LA QUESTION NIPPONIA NIPPON


Un titre étrange là encore… Nipponia nippon, c’est le nom scientifique de l’ibis japonais, superbe oiseau (la couverture en témoigne) dès lors tout particulièrement associé au Japon en tant que tel – comme un trésor national, pour ne pas dire nationaliste.


La belle bête, cependant, n’est plus, ou peu s’en faut… C’est peut-être à débattre, avec des questions improbables de droit du sol et de droit du sang appliquées à des oiseaux qui n’en demandent pas tant, mais sans doute est-il éclairant que le problème se pose également ainsi, et non au regard des seules rigidités scientifiques de la zoologie.


Quoi qu’il en soit, de ces ibis, il n’y en a plus véritablement : sur l’île de Sadô, leur ultime refuge, où on les « protège » dans des cages, ce sont en fait des ibis chinois qui volètent – guère plus nombreux que leurs congénères « véritablement » japonais, mais pas encore officiellement éteints.


Tout cela, à n’en pas douter, relève absurdement d’un « scénario écrit par les hommes » qui agace prodigieusement notre héros…


HARUO ET SON DESTIN


Notre héros, c’est Tôya Haruo – un jeune homme, encore mineur, 17 ans. Et on n’est pas sérieux quand on a 17 ans, hein ? À voir… Car Haruo s’est pris de passion pour ces oiseaux à part. Il y a pour lui une « question Nipponia nippon », qui appelle comme telle une solution. Laquelle ? Eh bien, dès la première ligne, le programme est annoncé, chargé encore d’une éloquente hésitation : « Trois solutions : les élever, les libérer, ou les abattre. »


Pourquoi ? Au nom de quelle revendication ? Mais y en a-t-il seulement une ? Haruo n’est pas une variation sur l’écoterroriste, disons, comme on aurait pu le croire. On ne peut pas aller jusqu’à dire qu’il se fout complètement de ces oiseaux – tant ils l’obsèdent –, mais ses motifs n’ont somme toute rien à voir avec les grands combats justifiés par de grandes revendications. Sa colère perce sans doute çà et là, notamment au regard de l’imposture nationale qui, à ses yeux, justifie seule la « préservation » de ces animaux, mais c’est peut-être au nom d’une autre imposture – le Nipponia nippon, voyez-vous, ne devrait pas être associé au Japon : il devrait l’être à Tôya Haruo, et à lui seul.


Prise de conscience : dans les kanji servant à écrire son patronyme, Tôya, se trouve celui qui désigne les ibis japonais, 鴇 (toki). C’est un signe – un marqueur de destin.
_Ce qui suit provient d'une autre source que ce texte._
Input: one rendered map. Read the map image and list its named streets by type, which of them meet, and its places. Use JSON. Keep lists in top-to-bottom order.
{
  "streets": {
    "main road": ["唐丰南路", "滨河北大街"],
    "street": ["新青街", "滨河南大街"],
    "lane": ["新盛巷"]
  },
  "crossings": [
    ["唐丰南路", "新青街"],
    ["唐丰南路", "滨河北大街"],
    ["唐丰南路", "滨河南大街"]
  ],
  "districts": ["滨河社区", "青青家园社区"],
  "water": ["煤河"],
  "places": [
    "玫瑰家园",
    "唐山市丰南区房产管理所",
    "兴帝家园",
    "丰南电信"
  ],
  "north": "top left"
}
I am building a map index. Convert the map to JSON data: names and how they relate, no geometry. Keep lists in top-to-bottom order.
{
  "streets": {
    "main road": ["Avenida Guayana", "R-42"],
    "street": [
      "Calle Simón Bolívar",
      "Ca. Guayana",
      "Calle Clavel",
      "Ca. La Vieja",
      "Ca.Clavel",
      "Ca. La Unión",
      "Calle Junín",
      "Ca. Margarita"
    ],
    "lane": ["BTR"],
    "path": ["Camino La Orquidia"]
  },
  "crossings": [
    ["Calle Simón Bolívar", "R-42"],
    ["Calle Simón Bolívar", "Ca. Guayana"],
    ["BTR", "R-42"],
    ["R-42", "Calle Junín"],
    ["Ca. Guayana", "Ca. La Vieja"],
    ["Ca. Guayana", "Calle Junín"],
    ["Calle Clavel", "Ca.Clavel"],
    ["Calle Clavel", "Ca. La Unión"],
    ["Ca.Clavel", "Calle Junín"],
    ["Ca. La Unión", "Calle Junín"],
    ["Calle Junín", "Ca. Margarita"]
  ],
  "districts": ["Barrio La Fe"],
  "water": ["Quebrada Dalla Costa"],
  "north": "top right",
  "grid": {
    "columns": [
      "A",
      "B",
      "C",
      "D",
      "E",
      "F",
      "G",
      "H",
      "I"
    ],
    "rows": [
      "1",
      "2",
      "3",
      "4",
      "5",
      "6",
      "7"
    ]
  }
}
Les oiseaux lui sont donc irrémédiablement associés – et de tout temps, sans doute : le jeune Haruo a beau haïr sa famille, il ne s’en livre pas moins à des recherches généalogiques, bien vite vaines, mais qu’importe, les extrapolations sont là pour ça – sa famille doit être originaire de tel endroit, où les toponymes font allusion aux ibis, ou le faisaient ; et c’est capital ! Pourquoi ? Eh bien… parce que Haruo, dès lors, voit son destin lié aux oiseaux… Il tourne en rond, le raisonnement si c’en est un circule en boucle, mais qu’importe.


Haruo, cela dit, s’il a des motivations très personnelles, et tout aussi floues (« les élever, les libérer, ou les abattre »), est tout disposé à maquiller, inconsciemment sans doute, son obsession sous des dehors militants – en bon adolescent, il dissimule son mal-être éventuellement prosaïque dans une forme d’engagement relevant largement de la foi pure et simple : une façade qui, pourtant, remodèle l’individu qui se cache – ou s’exhibe ? – derrière. D’où ses récriminations concernant le « scénario écrit par les hommes », qui abondent dans son journal intime, très suivi, pointilleux, abondant.


Haruo prépare son coup – avec attention et patience. Il lui faut s’équiper – d’armes, le cas échéant – pour mener à bien sa grande mission, qui est son destin : s’introduire dans la réserve de l’île de Sadô, et décider du sort de Nipponia nippon – lui et personne d’autre, car c’est son entreprise, c’est son destin. Il lui faut (pas le choix, dans un sens) régler une bonne fois pour toutes la question Nipponia nippon.


HIKIKOMORI


Or Haruo a du temps pour cela : 17 ans, mais il a quitté le lycée, et n’a pas de travail – ses parents, ses détestables parents, l’avaient un temps casé chez un pâtissier, mais quel ennui… Haruo s’absente bientôt de son travail – il s’absente de tout : ses odieux parents l’ont injustement chassé du foyer familial, ils l’ont exilé dans un appartement de Tokyo, les sans-cœur ! Il y vit (de leurs subsides), seul – avec son ordinateur et une bonne connexion Internet. Si c’est bien vivre.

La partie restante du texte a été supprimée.